Improved Single Shot MultiBox Object Detector, RefineDet and Network Pruning, in PyTorch

A PyTorch implementation of:

Table of Contents

       

Installation

  • Clone this repository.
    • Note: We currently only support Python 3+ and PyTorch 0.3.
    • Note: Can directly use image in Tencent Docker youtu/akuxcwchen_pytorch:3.0 for environment setup.
  • Then download the dataset by following the instructions below.
  • We now support Visdom for real-time loss visualization during training!
    • To use Visdom in the browser:
    # First install Python server and client
    pip install visdom
    # Start the server (probably in a screen or tmux)
    python -m visdom.server
    • Then (during training) navigate to http://localhost:8097/ (see the Train section below for training details).
  • Note: For training and evaluation, COCO is not supported yet.

Datasets

To make things easy, we provide bash scripts to handle the dataset downloads and setup for you. We also provide simple dataset loaders that inherit torch.utils.data.Dataset, making them fully compatible with the torchvision.datasets API.

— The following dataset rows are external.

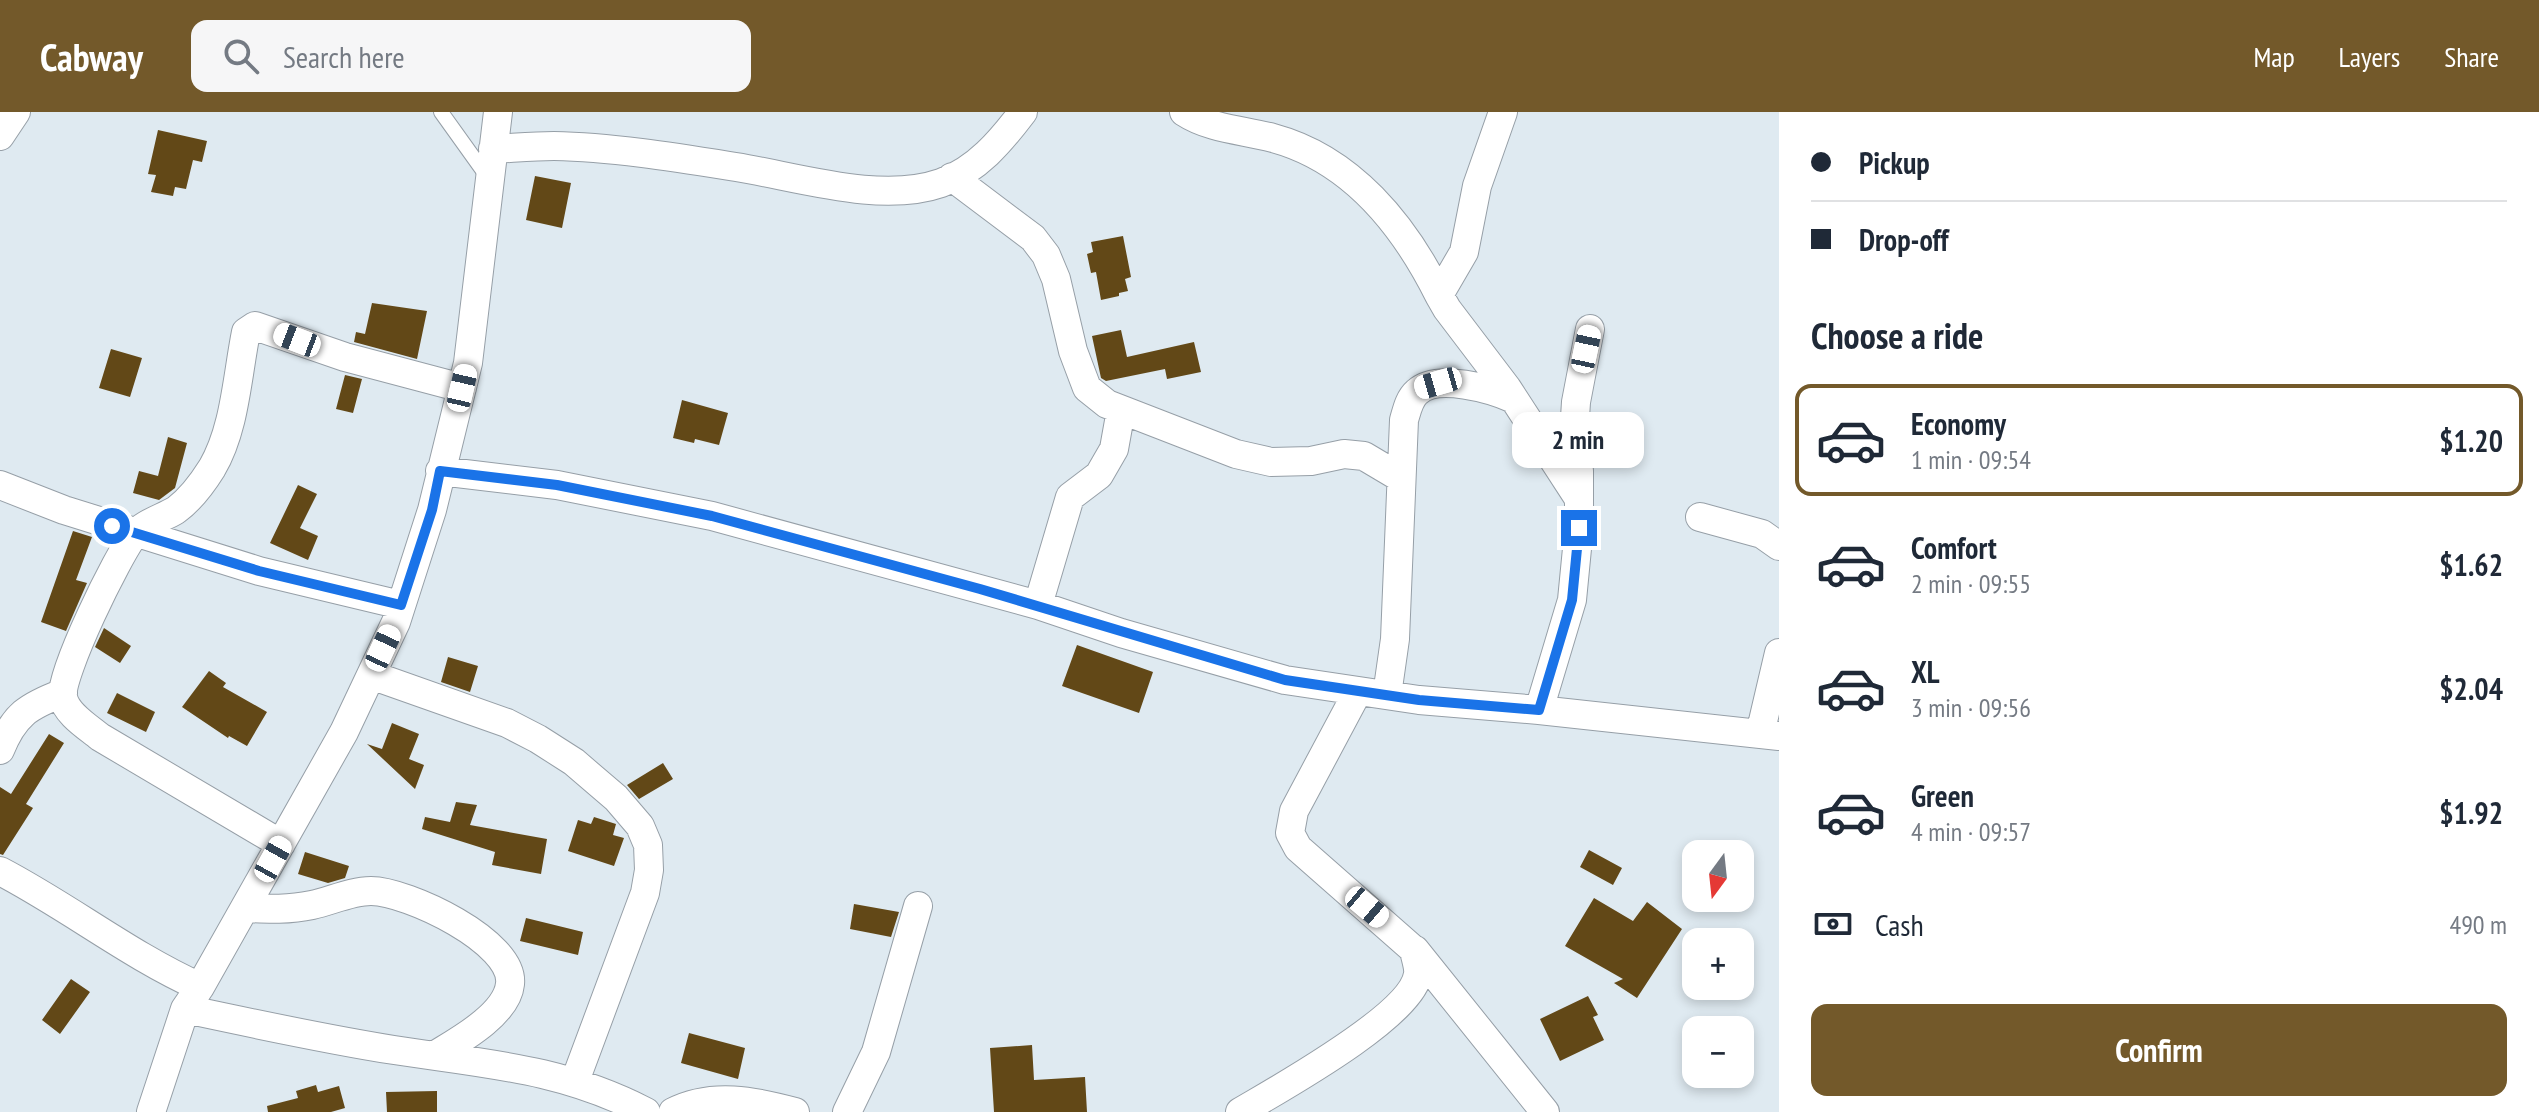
<!DOCTYPE html>
<html lang="en">
<head>
<meta charset="utf-8">
<style>
	:root { --surface:#fff; --page:#f6f6f7; --text:#1f2937; --muted:#747a83; --line:#e0e1e3; --accent:#73592a }
	body { margin:0; font-family:"PT Sans Narrow",sans-serif; background:var(--page); color:var(--text); height:100vh; display:flex; flex-direction:column; font-size:30px; white-space:nowrap }
	* { box-sizing:border-box; margin:0 }
	p { font-size:26px; color:var(--muted) }
	.icon { flex:none; width:44px; height:44px; fill:none; stroke:currentColor; stroke-width:2; stroke-linecap:round; stroke-linejoin:round }
	.map { position:relative; flex:1; overflow:hidden }
	.drawer { display:flex; flex-direction:column; background:var(--surface); width:760px }
	.drawer>* { flex:none }
	.hud { display:grid; align-content:center; height:176px; padding:0 32px; background:var(--surface) }
	.needle { width:52px; rotate:195deg }
	.fabs { position:absolute; left:1682px; top:728px; display:grid; gap:16px }
	.fabs a { display:grid; place-items:center; width:72px; height:72px; border-radius:16px; background:var(--surface); box-shadow:0 4px 12px #0003; font-size:40px }
	.end { position:absolute; width:36px; height:36px; margin:-18px; border:10px solid #1a73e8; background:#fff; box-shadow:0 0 0 4px #fff }
	.from { border-radius:50% }
	.bubble { position:absolute; height:56px; border-radius:16px; background:var(--surface); box-shadow:0 4px 12px #0003; font-size:26px; font-weight:800; line-height:56px; text-align:center }
	.car { position:absolute; width:24px; height:48px; margin:-24px -12px; border-radius:10px; box-shadow:0 0 6px 2px #0007; background:linear-gradient(#fff 24%,#345 0 40%,#fff 0 76%,#345 0 86%,#fff 0) }
	.hud b { display:flex; align-items:center; gap:28px; height:76px; font-size:30px }
	.hud b+b { border-top:2px solid var(--line) }
	.hud i { width:20px; height:20px; background:var(--text) }
	ul { padding:0; list-style:none }
	li { display:flex; align-items:center; gap:24px; height:112px; margin:0 16px 12px; padding:0 16px; border:4px solid transparent; border-radius:16px }
	li div { flex:1 }
	li b { display:block; font-size:30px }
	li em { font-style:normal; font-weight:800 }
	li.selected { border-color:var(--accent) }
	li>.icon { width:72px; height:72px; stroke-width:1.5 }
	h2 { padding:0 32px; font-size:36px; line-height:96px }
	.pay { display:flex; align-items:center; gap:20px; height:88px; padding:0 32px; font-size:30px }
	.pay p { margin-inline-start:auto }
	.action { display:flex; gap:16px; margin-top:auto; padding:16px 32px }
	.action a { flex:1; height:92px; border-radius:16px; background:var(--accent); color:#fff; font-size:32px; font-weight:800; line-height:92px; text-align:center }
	header { display:flex; align-items:center; gap:48px; box-sizing:border-box; height:112px; padding:0 40px; background:var(--accent); color:#fff }
	header strong { font-size:38px }
	nav { display:flex; gap:44px; margin-inline-start:auto; font-size:28px }
	.search { width:560px; height:72px; background:var(--page); display:flex; align-items:center; gap:20px; box-sizing:border-box; padding:0 28px; border-radius:16px; color:var(--muted); font-size:30px }
	main { display:flex; flex:1; min-height:0 }
	.map>svg:first-child { display:block }
	.building { fill:#624817 }
	.lines { fill:none; stroke-linecap:round; stroke-linejoin:round }
	.service-casing { stroke:#969fa7; stroke-width:16 }
	.minor-casing { stroke:#969fa7; stroke-width:30 }
	.service { stroke:#fff; stroke-width:14 }
	.minor { stroke:#fff; stroke-width:28 }
	.route { stroke:#1a73e8; stroke-width:10 }
</style>
</head>
<body>
<header>
<strong>Cabway</strong>
<div class="search"><svg class="icon" aria-label="search" viewBox="0 0 24 24"><circle cx="10" cy="10" r="6"/><path d="M15 15l6 6"/></svg>Search here</div>
<nav><a>Map</a><a>Layers</a><a>Share</a></nav>
</header>
<main>
<div class="map">
<svg width="1779" height="1000" viewBox="0 0 1779 1000">
	<rect width="100%" height="100%" fill="#dfeaf1"/>
	<path class="building" d="M158,18L207,29L202,50L193,48L186,77L175,75L173,84L151,80L156,63L148,62Z
		M535,64L571,71L562,116L526,108Z
		M1123,124L1131,165L1125,167L1128,179L1119,181V184L1101,188L1096,160L1091,161L1087,142L1093,140L1091,130Z
		M372,191L427,199L417,247L354,230L356,220L365,222Z
		M1121,218L1127,245L1194,230L1201,260L1167,267L1165,257L1106,269L1101,266L1092,224Z
		M111,237L142,246L130,285L99,276Z
		M345,263L362,267L353,301L336,297Z
		M682,288L728,301L719,333L695,327L694,331L673,326Z
		M168,325L187,331L175,376L159,388L133,381L139,359L158,364Z
		M298,373L317,382L300,416L318,424L308,448L270,431Z
		M73,419L92,425L76,468L87,471L66,519L41,510Z
		M104,516L131,534L120,551L95,535Z
		M1077,533L1153,560L1139,601L1062,574Z
		M448,545L478,554L470,580L441,570Z
		M209,559L226,571L223,575L267,600L247,634L229,624L228,626L182,595Z
		M117,581L155,600L146,620L107,601Z
		M392,611L419,622L409,647L424,653L415,677L367,632L382,637Z
		M49,622L64,631L26,692L33,696L3,743L0,742V675L11,682Z
		M663,651L673,667L639,687L627,673Z
		M456,690L477,693L470,713L547,727L541,762L492,753L495,740L422,717L425,705L450,710Z
		M594,705L616,712L613,723L624,726L614,754L568,739L578,708L591,712Z
		M1589,738L1622,756L1613,773L1580,755Z
		M305,740L349,754L345,766L328,771L298,762Z
		M1594,786L1633,809L1647,790L1682,817L1637,886L1614,871L1623,867L1565,834Z
		M854,792L899,800L891,825L850,817Z
		M526,806L583,820L578,843L520,829Z
		M71,867L90,880L60,922L42,908Z
		M1588,884L1598,903L1593,905L1604,928L1560,949L1540,907Z
		M689,921L745,936L738,967L681,951Z
		M1032,933L1034,968L1085,965L1087,1000H994L990,936Z
		M316,973L318,980L339,974L345,996L331,1000H268L267,994L298,986L296,979Z
		M437,979V1000H387L386,980Z"/>
	<g class="lines">
		<defs>
			<path id="service" d="M441,0L489,67"/>
			<path id="minor" d="M1184,0C1210,17 1243,18 1273,26C1351,47 1404,113 1439,183
				M1503,0L1477,74L1464,140L1439,183L1447,197L1507,276L1579,387
				M0,24L16,0
				M493,37C513,36 534,34 554,34C612,35 679,46 736,55C798,65 881,92 941,71C977,58 1001,29 1023,0
				M952,65L1033,126L1046,143L1056,167L1073,239L1087,276L1107,292L1236,342L1271,350L1311,349L1344,342L1364,344L1401,366
				M440,359L557,373L712,404L1038,493L1121,521L1285,568L1419,588L1539,598L1779,624
				M0,373L64,398L259,459L401,493
				M1700,405L1762,422L1779,434
				M1038,493L1070,385L1099,363L1114,337L1121,298
				M371,563L507,611L538,627L574,650L616,686L640,714L648,733L649,758L645,781L575,969
				M1387,583L1395,527L1404,308C1407,298 1409,287 1417,280C1437,261 1492,277 1514,287
				M1539,598L1572,488L1579,416V359L1574,321L1576,290L1590,217
				M1760,622L1779,541
				M0,638C14,603 28,594 63,581
				M281,732L100,625C88,615 66,602 63,585C59,563 118,443 134,423C144,411 163,406 176,398C191,387 202,372 212,356C235,317 237,265 246,220L255,214L345,245L462,276
				M0,759C69,795 129,843 200,875
				M245,796C268,797 289,798 312,793C331,789 351,779 371,779C407,779 515,830 510,872C507,902 460,928 437,942
				M1415,838L1545,1000
				M185,897C255,912 324,927 394,938C486,952 561,956 646,1000
				M151,1000L185,897L200,875L344,620L396,510L432,398L468,251L498,0
				M673,1000C712,980 755,989 795,1000
				M847,1000L876,940L918,794
				M1240,1000C1277,978 1412,904 1418,862C1419,855 1415,845 1414,838L1298,736L1290,721L1294,699L1358,579"/>
		</defs>
		<use href="#service" class="service-casing"/>
		<use href="#minor" class="minor-casing"/>
		<use href="#service" class="service"/>
		<use href="#minor" class="minor"/>
	</g>
	<g class="lines">
		<path class="route" d="M112,414L259,459L401,493L432,398L440,359L557,373L712,404L980,477L1285,568L1419,588L1539,598L1572,488L1579,416"/>
	</g>
</svg>
<div class="fabs">
<a><svg class="needle" viewBox="-14 -14 28 28"><path d="M0-13l5 13h-10z" fill="#e53935"/><path d="M0 13l5-13h-10z" fill="#747a83"/></svg></a>
<a>+</a>
<a>−</a>
</div>
<i class="end from" style="left:112px;top:414px"></i>
<i class="end" style="left:1579px;top:416px"></i>
<div class="bubble" style="left:1512px;top:300px;width:132px">2 min</div>
<i class="car" style="left:297px;top:228px;rotate:291deg"></i>
<i class="car" style="left:1586px;top:237px;rotate:12deg"></i>
<i class="car" style="left:1438px;top:271px;rotate:254deg"></i>
<i class="car" style="left:462px;top:276px;rotate:13deg"></i>
<i class="car" style="left:383px;top:536px;rotate:25deg"></i>
<i class="car" style="left:273px;top:747px;rotate:29deg"></i>
<i class="car" style="left:1367px;top:795px;rotate:130deg"></i>
</div>
<section class="drawer">
<div class="hud">
<b><i class="from"></i>Pickup</b>
<b><i></i>Drop-off</b>
</div>
<h2>Choose a ride</h2>
<ul>
<li class="selected"><svg class="icon" aria-label="car" viewBox="0 0 24 24"><path d="M5 17H2v-5l4-1 3-4h7l3 4 3 1v5h-3M9 17h6M6 11h13"/><circle cx="7" cy="17" r="2"/><circle cx="17" cy="17" r="2"/></svg><div><b>Economy</b><p>1 min · 09:54</p></div><em>$1.20</em></li>
<li><svg class="icon" aria-label="car" viewBox="0 0 24 24"><path d="M5 17H2v-5l4-1 3-4h7l3 4 3 1v5h-3M9 17h6M6 11h13"/><circle cx="7" cy="17" r="2"/><circle cx="17" cy="17" r="2"/></svg><div><b>Comfort</b><p>2 min · 09:55</p></div><em>$1.62</em></li>
<li><svg class="icon" aria-label="car" viewBox="0 0 24 24"><path d="M5 17H2v-5l4-1 3-4h7l3 4 3 1v5h-3M9 17h6M6 11h13"/><circle cx="7" cy="17" r="2"/><circle cx="17" cy="17" r="2"/></svg><div><b>XL</b><p>3 min · 09:56</p></div><em>$2.04</em></li>
<li><svg class="icon" aria-label="car" viewBox="0 0 24 24"><path d="M5 17H2v-5l4-1 3-4h7l3 4 3 1v5h-3M9 17h6M6 11h13"/><circle cx="7" cy="17" r="2"/><circle cx="17" cy="17" r="2"/></svg><div><b>Green</b><p>4 min · 09:57</p></div><em>$1.92</em></li>
</ul>
<div class="pay"><svg class="icon" aria-label="cash" viewBox="0 0 24 24"><path d="M3 7h18v10H3z"/><circle cx="12" cy="12" r="2"/></svg>Cash<p>490 m</p></div>
<div class="action"><a>Confirm</a></div>
</section>
</main>
</body>
</html>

Please refer to config.py file (path: ssd.pytorch.tencent/data) and remember to update dataset root if necessary. Please also note that dataset root for VALIDATION should be written within config.py, while dataset root for TRAINING can be updated through args during execution of a program.

VOC Dataset

PASCAL VOC: Visual Object Classes

Download VOC2007 trainval & test
# specify a directory for dataset to be downloaded into, else default is ~/data/
sh data/scripts/VOC2007.sh # <directory>
# this dataset has existed in /cephfs/share/data/VOCdevkit in Tencent server
Download VOC2012 trainval
# specify a directory for dataset to be downloaded into, else default is ~/data/
sh data/scripts/VOC2012.sh # <directory>
# this dataset has existed in /cephfs/share/data/VOCdevkit in Tencent server

XL Dataset

This dataset is VOC-like dataset produced by X-Lab

# this dataset has existed in /cephfs/share/data/VOC_xlab_products in Tencent server

WEISHI Dataset

This dataset has an one-to-one matching format inside a jpg-xml file.

# this dataset has existed in /cephfs/share/data/weishi_xh in Tencent server

COCO (Not supported now but can refer to pycocotools API)

Microsoft COCO: Common Objects in Context

Download COCO 2014
# specify a directory for dataset to be downloaded into, else default is ~/data/
sh data/scripts/COCO2014.sh
# this dataset has existed in /cephfs/share/data/coco_xy in Tencent server

Train and Test

Model Set-up

  • All required backbone weights have existed in ssd.pytorch.tencent/weights dir. They are modified versions of original model (Resnet-50, VGG, MobileNet v1, MobileNet v2) fitting our own model design.
# navigate them by:
mkdir weights
cd weights
  • To make backbone preloading more convenient, we turn all backbone models into class object inheriting nn.Module in PyTorch.
    • Resnet: ssd.pytorch.tencent/models/resnet.py
    • VGG for SSD + RefineDet: ssd.pytorch.tencent/models/vgg.py
    • MobileNet v1: ssd.pytorch.tencent/models/mobilenetv1.py
    • MobileNet v2: ssd.pytorch.tencent/models/mobilenetv2.py

Based on this design, all backbone layers returned by functions in backbones.py have already stored pretrained weights.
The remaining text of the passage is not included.